[Stored items]
*-*-*

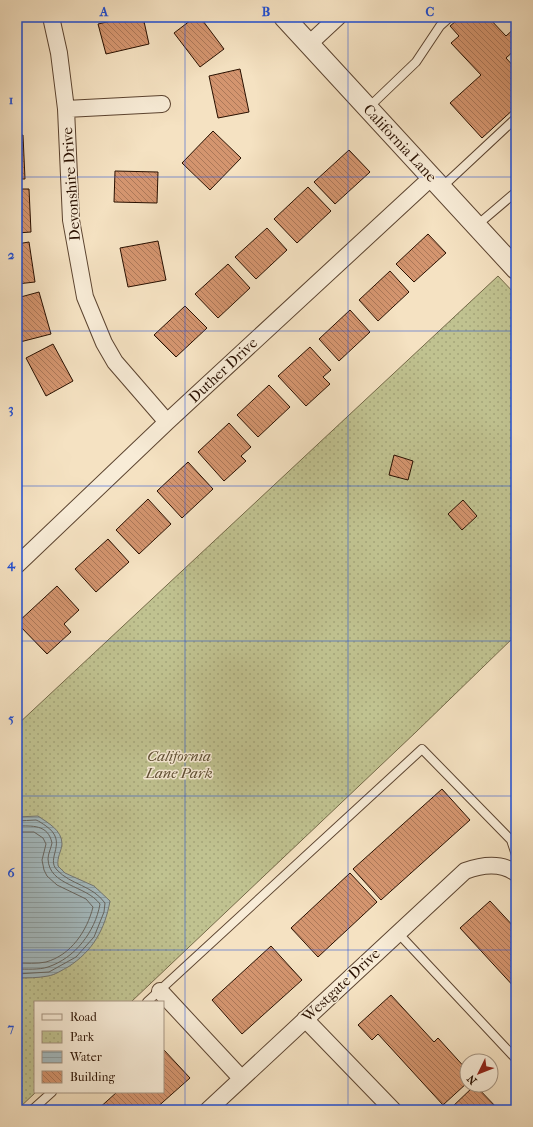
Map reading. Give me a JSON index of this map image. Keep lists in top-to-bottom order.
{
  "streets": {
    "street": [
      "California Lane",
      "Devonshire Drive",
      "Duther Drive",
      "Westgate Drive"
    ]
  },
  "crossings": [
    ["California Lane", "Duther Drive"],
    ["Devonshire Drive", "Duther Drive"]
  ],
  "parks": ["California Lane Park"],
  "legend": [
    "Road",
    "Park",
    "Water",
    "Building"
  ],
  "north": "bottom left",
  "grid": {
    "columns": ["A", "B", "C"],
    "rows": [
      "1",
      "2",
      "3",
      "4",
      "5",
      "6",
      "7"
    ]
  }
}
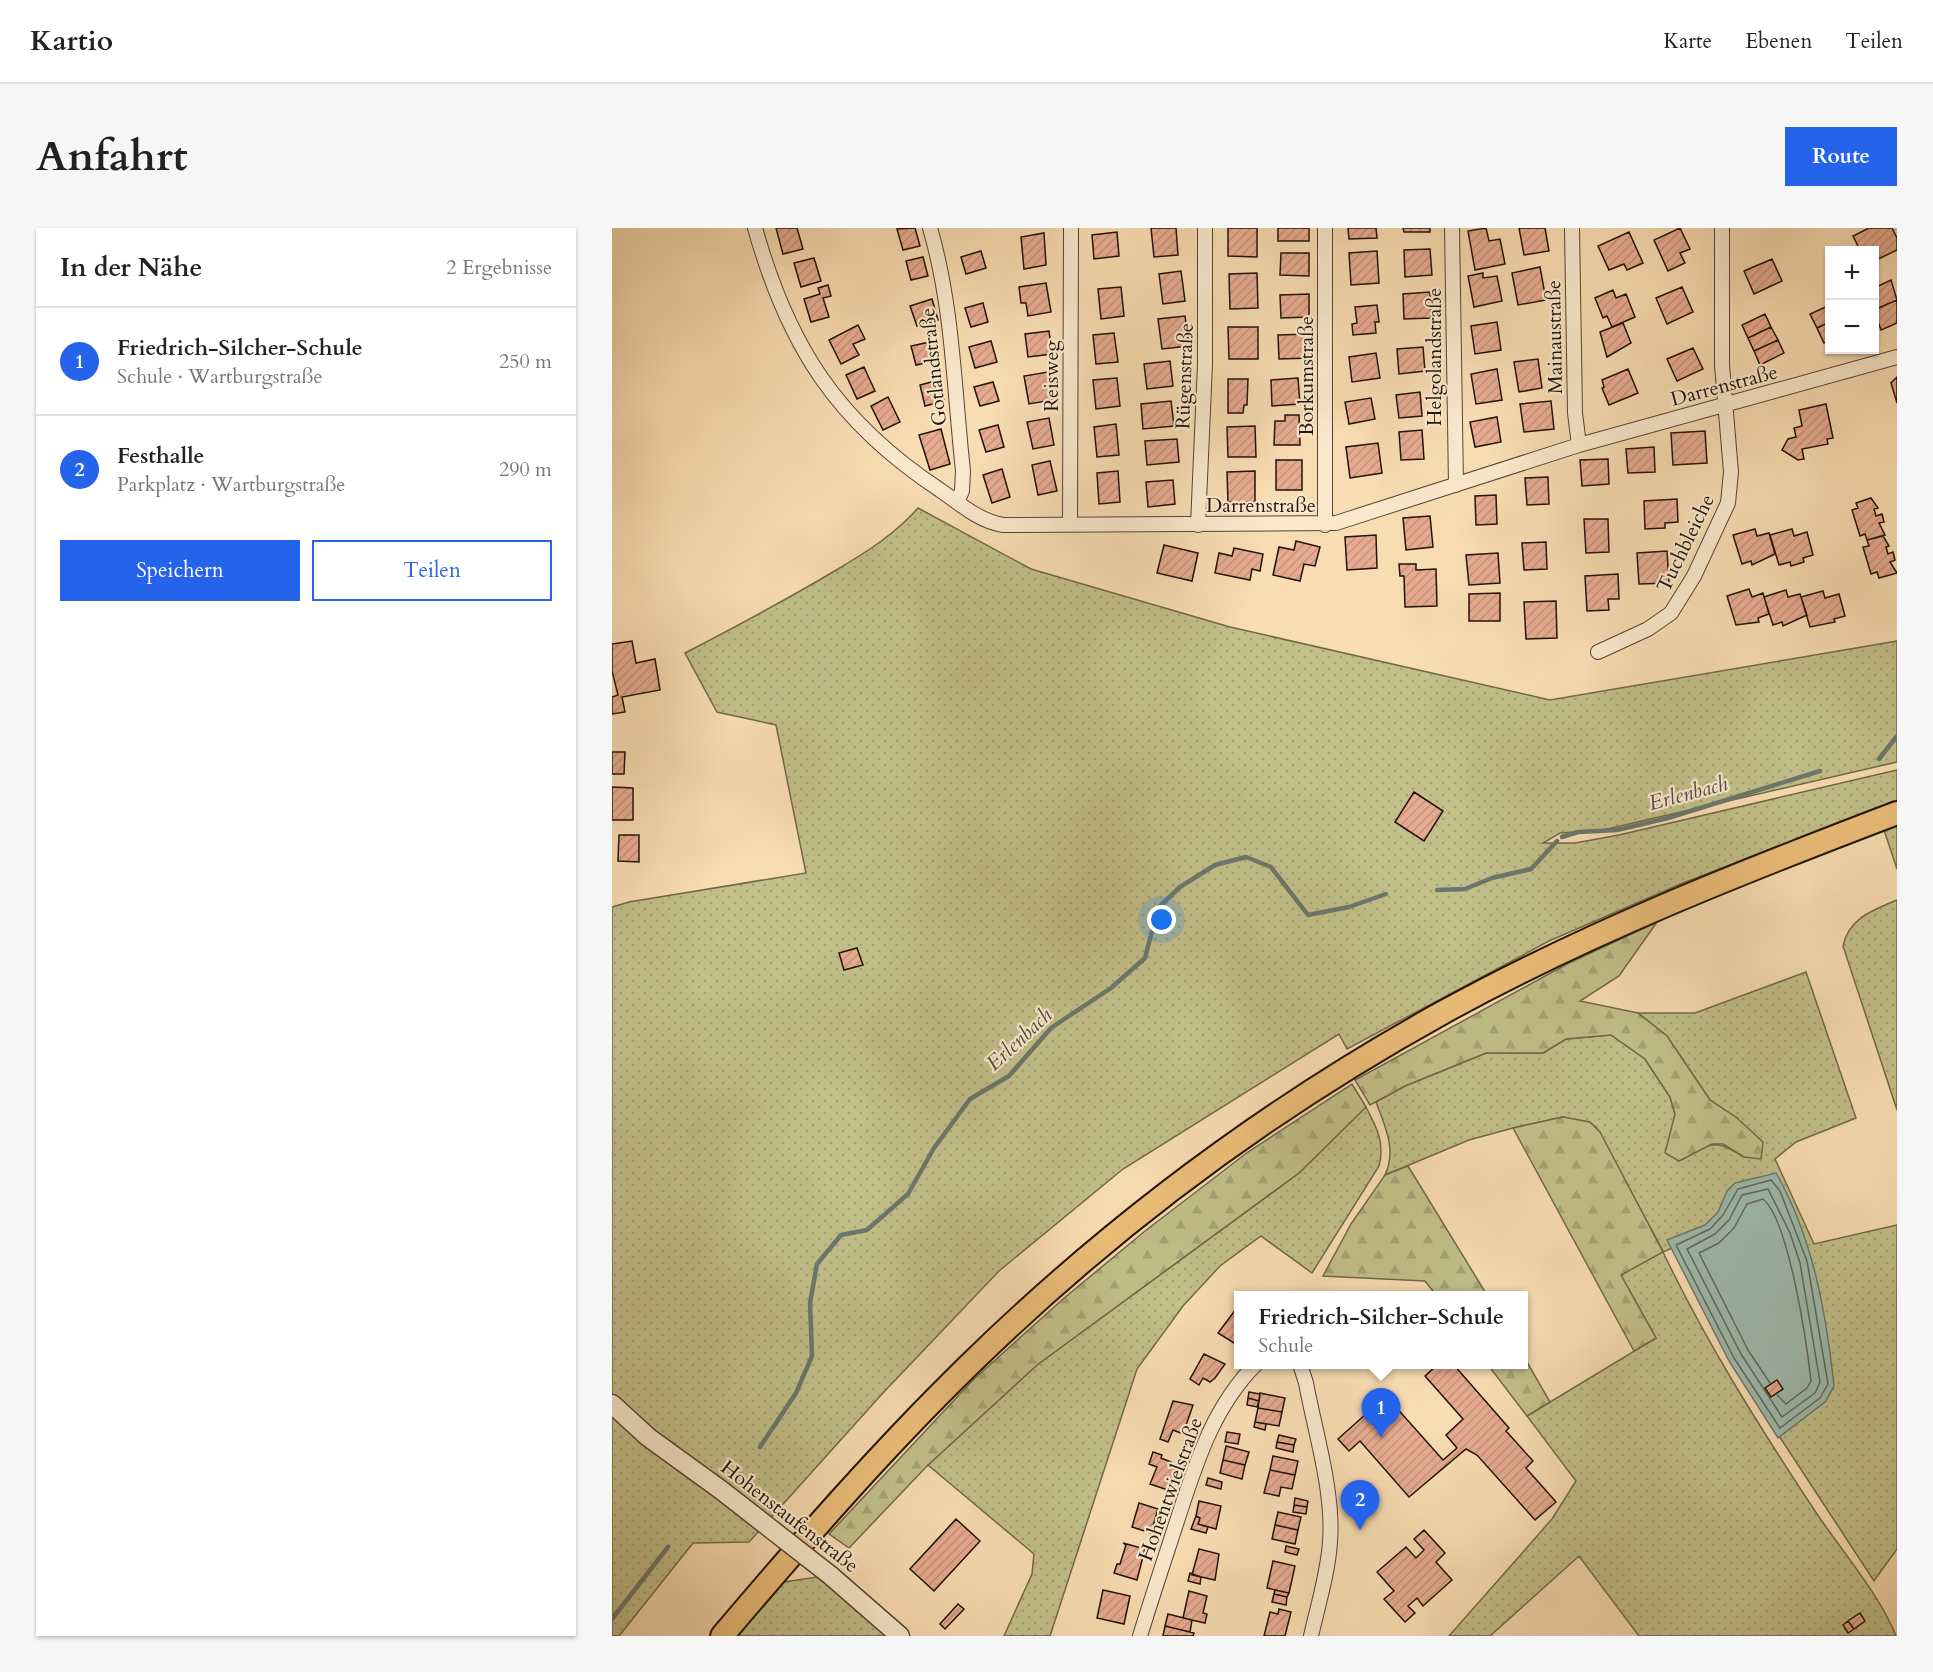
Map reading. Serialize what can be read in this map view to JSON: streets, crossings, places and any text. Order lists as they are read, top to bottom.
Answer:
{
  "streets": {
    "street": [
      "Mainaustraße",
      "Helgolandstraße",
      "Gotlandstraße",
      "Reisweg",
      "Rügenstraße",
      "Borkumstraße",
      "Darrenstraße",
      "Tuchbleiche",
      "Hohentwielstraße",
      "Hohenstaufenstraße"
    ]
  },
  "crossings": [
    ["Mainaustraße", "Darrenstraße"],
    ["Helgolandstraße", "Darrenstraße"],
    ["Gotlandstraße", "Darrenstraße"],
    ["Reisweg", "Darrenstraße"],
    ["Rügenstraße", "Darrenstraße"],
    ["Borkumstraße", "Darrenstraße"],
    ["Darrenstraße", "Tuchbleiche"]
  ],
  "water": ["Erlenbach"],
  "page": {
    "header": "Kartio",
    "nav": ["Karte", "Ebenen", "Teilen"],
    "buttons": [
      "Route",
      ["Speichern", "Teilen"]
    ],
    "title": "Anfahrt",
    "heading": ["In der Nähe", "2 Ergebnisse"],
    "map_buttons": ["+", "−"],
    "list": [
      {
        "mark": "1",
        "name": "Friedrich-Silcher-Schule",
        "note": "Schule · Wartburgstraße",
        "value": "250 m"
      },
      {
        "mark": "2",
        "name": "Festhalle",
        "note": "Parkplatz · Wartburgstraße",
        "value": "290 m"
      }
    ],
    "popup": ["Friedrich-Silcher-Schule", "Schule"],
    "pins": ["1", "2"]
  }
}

*-*-*

**Task item**
If a line in the entries contains "bottom", copy it.

**Written reply**
Map reading. Give me a JSON index of this map image. Keep lists in top-to-bottom order.
  "north": "bottom left",
Map reading. Serialize what can be read in this map view to JSON: streets, crossings, places and any text. Order lists as they are read, top to bottom.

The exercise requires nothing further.